# Official W8 FAQ/DIY



## Baltimoron (Oct 10, 2001)

Yeah there may only be a handful of us but I think we need something like this. Post up some helpful info.
To get started... What kind of oil should I use in my W8?
What was the W8 engine available in?-2002 and newer B5.5 Passat Sedans and Variants. Available in 5spd Tiptronic AT or 6Spd manual transmissions. 
What is 4motion?-4Motion is a Torsen based AWD system. It has a torque sensing mechanical center differential that sends up to 60%power to either axle and can send power to each of the four corners as grip is lost or becomes available. 
This is just a start, however I'd like to see this grow


----------



## VWGUY4EVER (Nov 17, 2000)

*Re: Official W8 FAQ/DIY (CoolWhiteWolfsburg)*

1. Factory recommendation is synthetic 5w40.
2. The W8 became available in 2002 with Tiptronic only. The 6 speed became available in 2003 with mandatory Sport Package (17" wheels,stiffer shocks). The Sport Package is also a $1500 stand-alone option on Tip models.
3. 4MOTION is basically VW's name for the AWD system which is basically Audi's Quattro system - Torsen. Normal torque split is (I believe) 50/50 and can vary upto 70/30 to either axle.


----------



## Maurizio (Jul 15, 2004)

I have an '03 W8 Variant with Sports Package.
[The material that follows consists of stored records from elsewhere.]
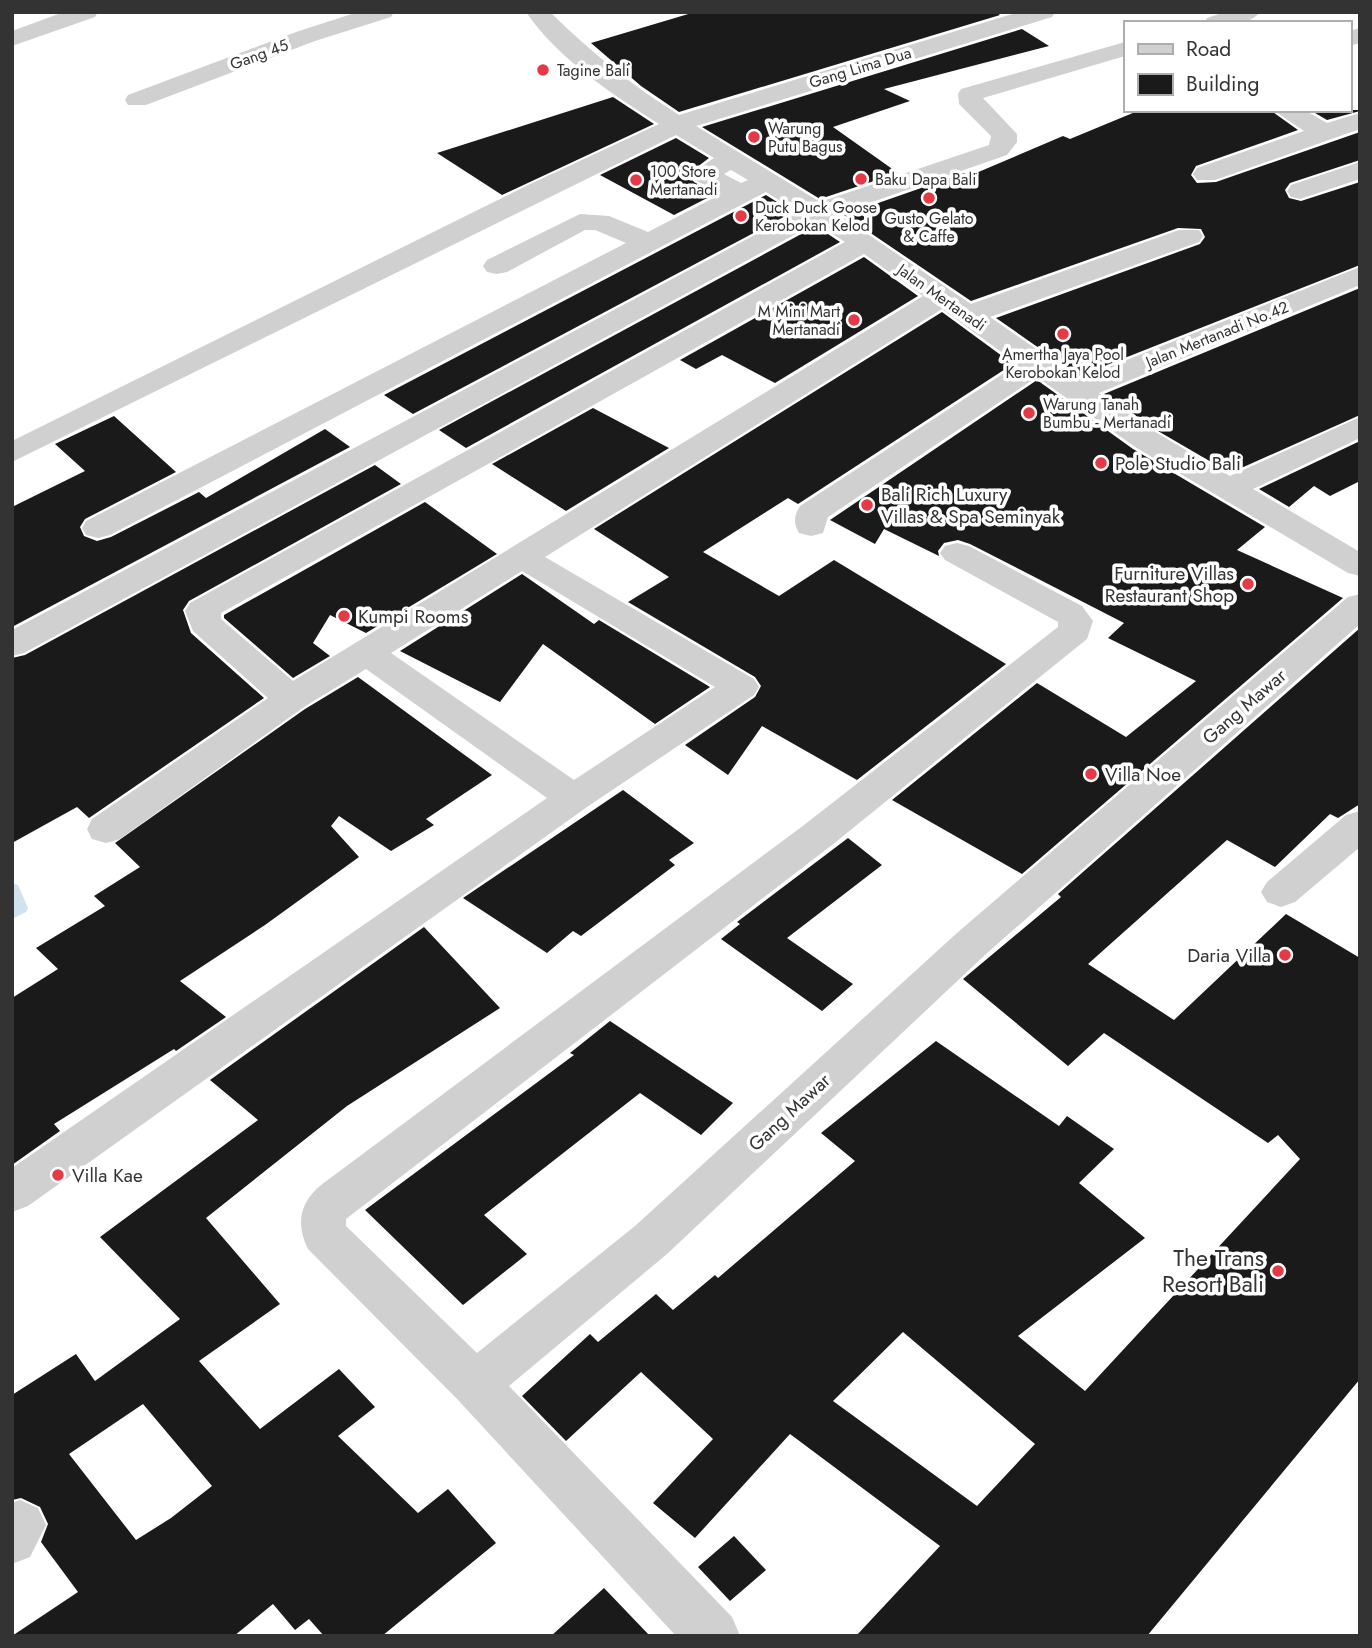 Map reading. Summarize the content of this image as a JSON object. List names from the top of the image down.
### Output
{
  "streets": {
    "street": [
      "Gang 45",
      "Gang Lima Dua",
      "Jalan Mertanadi",
      "Jalan Mertanadi No.42",
      "Gang Mawar"
    ]
  },
  "crossings": [
    ["Gang Lima Dua", "Jalan Mertanadi"],
    ["Jalan Mertanadi", "Jalan Mertanadi No.42"]
  ],
  "places": [
    "Tagine Bali",
    "Warung Putu Bagus",
    "Baku Dapa Bali",
    "100 Store Mertanadi",
    "Gusto Gelato & Caffe",
    "Duck Duck Goose Kerobokan Kelod",
    "M Mini Mart Mertanadi",
    "Amertha Jaya Pool Kerobokan Kelod",
    "Warung Tanah Bumbu - Mertanadi",
    "Pole Studio Bali",
    "Bali Rich Luxury Villas & Spa Seminyak",
    "Furniture Villas Restaurant Shop",
    "Kumpi Rooms",
    "Villa Noe",
    "Daria Villa",
    "Villa Kae",
    "The Trans Resort Bali"
  ],
  "legend": ["Road", "Building"]
}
The 17" BBS wheels are nice, but the OEM pads create a cleaning nightmare.
I replaced the OEM air filter with a K&N drop in filter. And, I replaced the 2 rear mufflers with Edelbrock RPM series 5550 ceramic packed stainless straightthru's. The performance and mileage difference (21-28) is stunning, to say nothing of the great sound.
Preferring floor jacks, I installed the Audi jack pads. I also talked directly with Da'Lan about a rear hitch. The assured me the Audi AllRoad hitch was a perfect match. It isn't. But, I got it on there anyway, and since the 4 Motion restricts trailer weight to something negligible anyway, I'm not worried. Mainly I use it with a flat aluminum luggage carrier so my dog has the run of the inside.
I mounted a pair of Hella dual-tome horns coupled with my OEM horns. Can take the paint off any car within 10 feet.
I have 29K with no problems except some bad gas causing the guage to misread. Techron cleaned that immediately. I suppose I'll need brake pads fairly soon. Marco


----------



## Maurizio (Jul 15, 2004)

*Re: (Maurizio)*

VWGUY, I got your message, and will take some photos of the Edelbrocks for direct e-mail to you tonight - unless it's still pouring down rain. Perhaps you can post them on the Vortex site. Marco (Maurizio)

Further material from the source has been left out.